What examination does rectum cancer do specifically

Update Date: Source: Network

summary

Some time ago, I found that my grandfather urinated a little frequently, and he didn't know why he urinated and had bloody stool. We were all worried about her, and then we took her to the hospital for examination. The doctor diagnosed that he had rectal cancer. At present, he is actively cooperating with the medical treatment. What is the specific examination for rectal cancer? Do you understand? Let's talk about the specific examination of rectal cancer.

What examination does rectum cancer do specifically

First: digital rectal examination. Digital rectal examination is a necessary step in the diagnosis of rectal cancer. About 70% to 79% of rectal cancer patients can be found by digital rectal examination when they see a doctor. The doctor can touch the hard and uneven mass. In the late stage, the patient can touch the narrow mass in the intestinal cavity. The fixed finger cuff can see the fecal dirty pus.

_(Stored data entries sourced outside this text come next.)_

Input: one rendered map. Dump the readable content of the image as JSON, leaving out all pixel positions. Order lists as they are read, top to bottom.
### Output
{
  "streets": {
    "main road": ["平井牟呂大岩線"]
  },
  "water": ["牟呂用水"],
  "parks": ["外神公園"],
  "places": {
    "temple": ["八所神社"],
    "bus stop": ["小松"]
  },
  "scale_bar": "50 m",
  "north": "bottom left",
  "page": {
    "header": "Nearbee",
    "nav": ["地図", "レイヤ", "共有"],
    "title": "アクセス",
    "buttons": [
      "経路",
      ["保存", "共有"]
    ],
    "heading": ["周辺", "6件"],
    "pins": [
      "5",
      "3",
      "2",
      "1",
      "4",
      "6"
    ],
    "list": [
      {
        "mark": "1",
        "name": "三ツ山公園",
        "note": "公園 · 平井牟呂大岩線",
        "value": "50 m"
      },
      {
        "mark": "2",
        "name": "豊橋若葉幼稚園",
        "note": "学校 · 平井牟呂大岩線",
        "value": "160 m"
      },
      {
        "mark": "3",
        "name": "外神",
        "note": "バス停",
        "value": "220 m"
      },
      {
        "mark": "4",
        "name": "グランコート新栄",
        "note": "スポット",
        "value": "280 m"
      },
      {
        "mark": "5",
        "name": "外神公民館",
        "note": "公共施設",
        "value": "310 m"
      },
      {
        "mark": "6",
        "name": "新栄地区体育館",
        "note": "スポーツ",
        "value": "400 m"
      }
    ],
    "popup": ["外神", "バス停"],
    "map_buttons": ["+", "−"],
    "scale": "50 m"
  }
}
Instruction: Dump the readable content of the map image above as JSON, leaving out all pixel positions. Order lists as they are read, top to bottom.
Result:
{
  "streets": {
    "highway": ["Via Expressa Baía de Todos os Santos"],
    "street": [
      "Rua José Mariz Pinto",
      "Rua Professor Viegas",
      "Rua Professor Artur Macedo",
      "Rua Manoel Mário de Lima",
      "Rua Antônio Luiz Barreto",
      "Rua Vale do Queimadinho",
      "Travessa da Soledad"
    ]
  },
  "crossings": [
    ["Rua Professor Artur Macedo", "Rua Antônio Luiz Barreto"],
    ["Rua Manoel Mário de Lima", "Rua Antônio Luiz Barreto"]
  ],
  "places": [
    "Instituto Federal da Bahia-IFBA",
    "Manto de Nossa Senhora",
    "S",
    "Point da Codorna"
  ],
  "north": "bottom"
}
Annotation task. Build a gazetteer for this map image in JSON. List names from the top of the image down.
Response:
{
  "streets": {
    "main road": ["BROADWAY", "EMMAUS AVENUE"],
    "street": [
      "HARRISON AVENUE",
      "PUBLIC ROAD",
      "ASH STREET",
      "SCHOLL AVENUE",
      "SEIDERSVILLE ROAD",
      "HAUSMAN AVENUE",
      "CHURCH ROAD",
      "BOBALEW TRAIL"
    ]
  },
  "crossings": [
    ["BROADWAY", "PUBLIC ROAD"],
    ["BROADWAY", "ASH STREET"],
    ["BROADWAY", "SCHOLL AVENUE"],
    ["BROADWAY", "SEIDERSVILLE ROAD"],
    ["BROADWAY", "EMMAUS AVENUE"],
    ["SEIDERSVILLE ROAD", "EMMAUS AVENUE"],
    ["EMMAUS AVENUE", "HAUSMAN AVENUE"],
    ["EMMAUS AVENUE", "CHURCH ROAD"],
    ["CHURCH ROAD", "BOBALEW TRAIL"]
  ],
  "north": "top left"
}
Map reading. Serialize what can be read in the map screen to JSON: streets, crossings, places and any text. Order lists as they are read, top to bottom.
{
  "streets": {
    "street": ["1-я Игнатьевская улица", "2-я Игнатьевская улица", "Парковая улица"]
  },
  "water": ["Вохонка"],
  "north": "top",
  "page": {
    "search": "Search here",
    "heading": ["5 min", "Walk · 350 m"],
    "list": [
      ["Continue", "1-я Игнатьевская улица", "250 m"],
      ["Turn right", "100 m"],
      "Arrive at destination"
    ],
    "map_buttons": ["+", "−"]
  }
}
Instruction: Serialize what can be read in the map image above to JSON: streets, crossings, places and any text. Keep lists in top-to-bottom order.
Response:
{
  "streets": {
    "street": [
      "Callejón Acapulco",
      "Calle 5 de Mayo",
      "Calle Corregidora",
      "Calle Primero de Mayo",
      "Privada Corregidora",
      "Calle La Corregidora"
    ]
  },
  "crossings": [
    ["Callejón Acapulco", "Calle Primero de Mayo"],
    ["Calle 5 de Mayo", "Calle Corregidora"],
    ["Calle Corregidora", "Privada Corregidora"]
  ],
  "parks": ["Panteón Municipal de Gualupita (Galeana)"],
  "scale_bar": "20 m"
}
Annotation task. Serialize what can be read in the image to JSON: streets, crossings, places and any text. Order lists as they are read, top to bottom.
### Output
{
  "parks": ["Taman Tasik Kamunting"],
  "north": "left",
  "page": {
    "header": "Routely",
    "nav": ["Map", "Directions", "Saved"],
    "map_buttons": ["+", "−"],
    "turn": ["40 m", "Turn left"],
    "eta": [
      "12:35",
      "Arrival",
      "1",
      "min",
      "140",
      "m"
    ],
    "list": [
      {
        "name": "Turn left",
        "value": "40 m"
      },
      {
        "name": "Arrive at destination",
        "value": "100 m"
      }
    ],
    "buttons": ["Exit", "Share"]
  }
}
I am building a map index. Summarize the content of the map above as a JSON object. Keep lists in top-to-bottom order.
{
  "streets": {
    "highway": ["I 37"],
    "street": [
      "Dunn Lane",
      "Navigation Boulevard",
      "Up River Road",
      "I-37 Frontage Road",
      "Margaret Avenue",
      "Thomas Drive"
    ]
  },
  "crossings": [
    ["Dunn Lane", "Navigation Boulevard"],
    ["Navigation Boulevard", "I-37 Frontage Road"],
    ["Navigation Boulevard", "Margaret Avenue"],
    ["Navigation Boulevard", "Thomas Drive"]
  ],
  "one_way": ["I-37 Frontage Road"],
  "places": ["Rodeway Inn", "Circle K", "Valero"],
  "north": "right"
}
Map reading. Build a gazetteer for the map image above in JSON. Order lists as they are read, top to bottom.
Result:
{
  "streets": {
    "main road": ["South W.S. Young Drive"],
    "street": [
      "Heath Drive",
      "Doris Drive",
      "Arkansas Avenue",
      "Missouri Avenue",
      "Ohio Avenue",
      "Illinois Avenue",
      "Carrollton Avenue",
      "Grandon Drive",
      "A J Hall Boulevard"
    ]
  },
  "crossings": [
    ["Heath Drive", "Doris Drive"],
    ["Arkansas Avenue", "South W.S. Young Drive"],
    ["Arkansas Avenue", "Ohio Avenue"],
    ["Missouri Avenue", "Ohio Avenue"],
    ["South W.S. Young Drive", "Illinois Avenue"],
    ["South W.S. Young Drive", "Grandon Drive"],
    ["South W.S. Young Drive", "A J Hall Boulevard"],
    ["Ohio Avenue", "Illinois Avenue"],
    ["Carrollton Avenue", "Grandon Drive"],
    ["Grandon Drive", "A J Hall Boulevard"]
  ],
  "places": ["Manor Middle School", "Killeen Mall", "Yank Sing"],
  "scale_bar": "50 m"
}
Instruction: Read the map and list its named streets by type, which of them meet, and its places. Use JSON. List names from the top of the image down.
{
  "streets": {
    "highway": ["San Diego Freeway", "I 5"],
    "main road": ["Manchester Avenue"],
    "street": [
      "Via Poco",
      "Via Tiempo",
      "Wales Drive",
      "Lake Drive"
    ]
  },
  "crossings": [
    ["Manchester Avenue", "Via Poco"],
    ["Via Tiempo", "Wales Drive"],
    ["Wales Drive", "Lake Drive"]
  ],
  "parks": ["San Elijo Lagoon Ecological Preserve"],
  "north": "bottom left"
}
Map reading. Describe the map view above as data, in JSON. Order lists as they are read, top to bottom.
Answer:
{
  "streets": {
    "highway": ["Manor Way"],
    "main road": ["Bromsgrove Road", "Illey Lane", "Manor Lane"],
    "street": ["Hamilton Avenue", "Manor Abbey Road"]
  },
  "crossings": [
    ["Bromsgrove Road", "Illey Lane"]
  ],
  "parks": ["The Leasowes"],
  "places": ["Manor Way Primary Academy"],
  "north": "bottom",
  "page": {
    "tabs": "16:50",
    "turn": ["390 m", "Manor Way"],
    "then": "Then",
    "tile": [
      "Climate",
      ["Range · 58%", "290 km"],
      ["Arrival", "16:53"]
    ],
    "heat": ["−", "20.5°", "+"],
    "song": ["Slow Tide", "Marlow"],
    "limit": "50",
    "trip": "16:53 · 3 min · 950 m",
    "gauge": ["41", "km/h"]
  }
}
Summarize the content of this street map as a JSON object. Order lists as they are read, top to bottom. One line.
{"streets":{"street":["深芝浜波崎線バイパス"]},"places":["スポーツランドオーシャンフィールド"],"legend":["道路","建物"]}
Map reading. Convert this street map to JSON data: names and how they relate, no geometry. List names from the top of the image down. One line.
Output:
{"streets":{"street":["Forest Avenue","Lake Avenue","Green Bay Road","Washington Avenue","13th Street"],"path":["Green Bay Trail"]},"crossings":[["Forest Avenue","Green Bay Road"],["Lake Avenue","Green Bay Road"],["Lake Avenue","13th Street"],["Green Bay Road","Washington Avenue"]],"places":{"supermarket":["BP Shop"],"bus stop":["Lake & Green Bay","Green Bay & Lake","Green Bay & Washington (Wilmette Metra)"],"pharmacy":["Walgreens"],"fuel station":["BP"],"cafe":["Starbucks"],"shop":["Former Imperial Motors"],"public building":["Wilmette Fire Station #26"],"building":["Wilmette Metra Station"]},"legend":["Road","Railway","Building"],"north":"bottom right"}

Second: pathological examination. This is the main basis for the diagnosis of rectal cancer, rectal cancer surgery often involves diversion problems, affect the quality of life of patients, in order to avoid misdiagnosis, mistreatment, preoperative or intraoperative must be guided by the results of pathological examination for treatment, never easy to dig out the anus.

The third is the determination of carcinoembryonic antigen. It is generally believed that carcinoembryonic antigen (CEA) is of great value in evaluating the therapeutic effect and prognosis of rectal cancer. Continuous determination of serum CEA can be used to observe the effect of surgery or chemotherapy. If the level of CEA is significantly decreased after surgery or chemotherapy, it indicates that the treatment effect is good; if the operation is not the opposite, the serum CEA is often maintained at a high level; and if the level of CEA is decreased to normal but increased after surgery, it often indicates tumor recurrence.

matters needing attention

In daily life, we need to make appropriate new adjustments for patients to adapt to the slow pace of life. At the same time, patients should be regular in their daily life. They should not stay up late, and they should be regular in their acceptance. But also to develop their own new interest in life and hobbies. This is conducive to the regulation and stability of the internal environment, and also plays a positive role in the rehabilitation of the disease.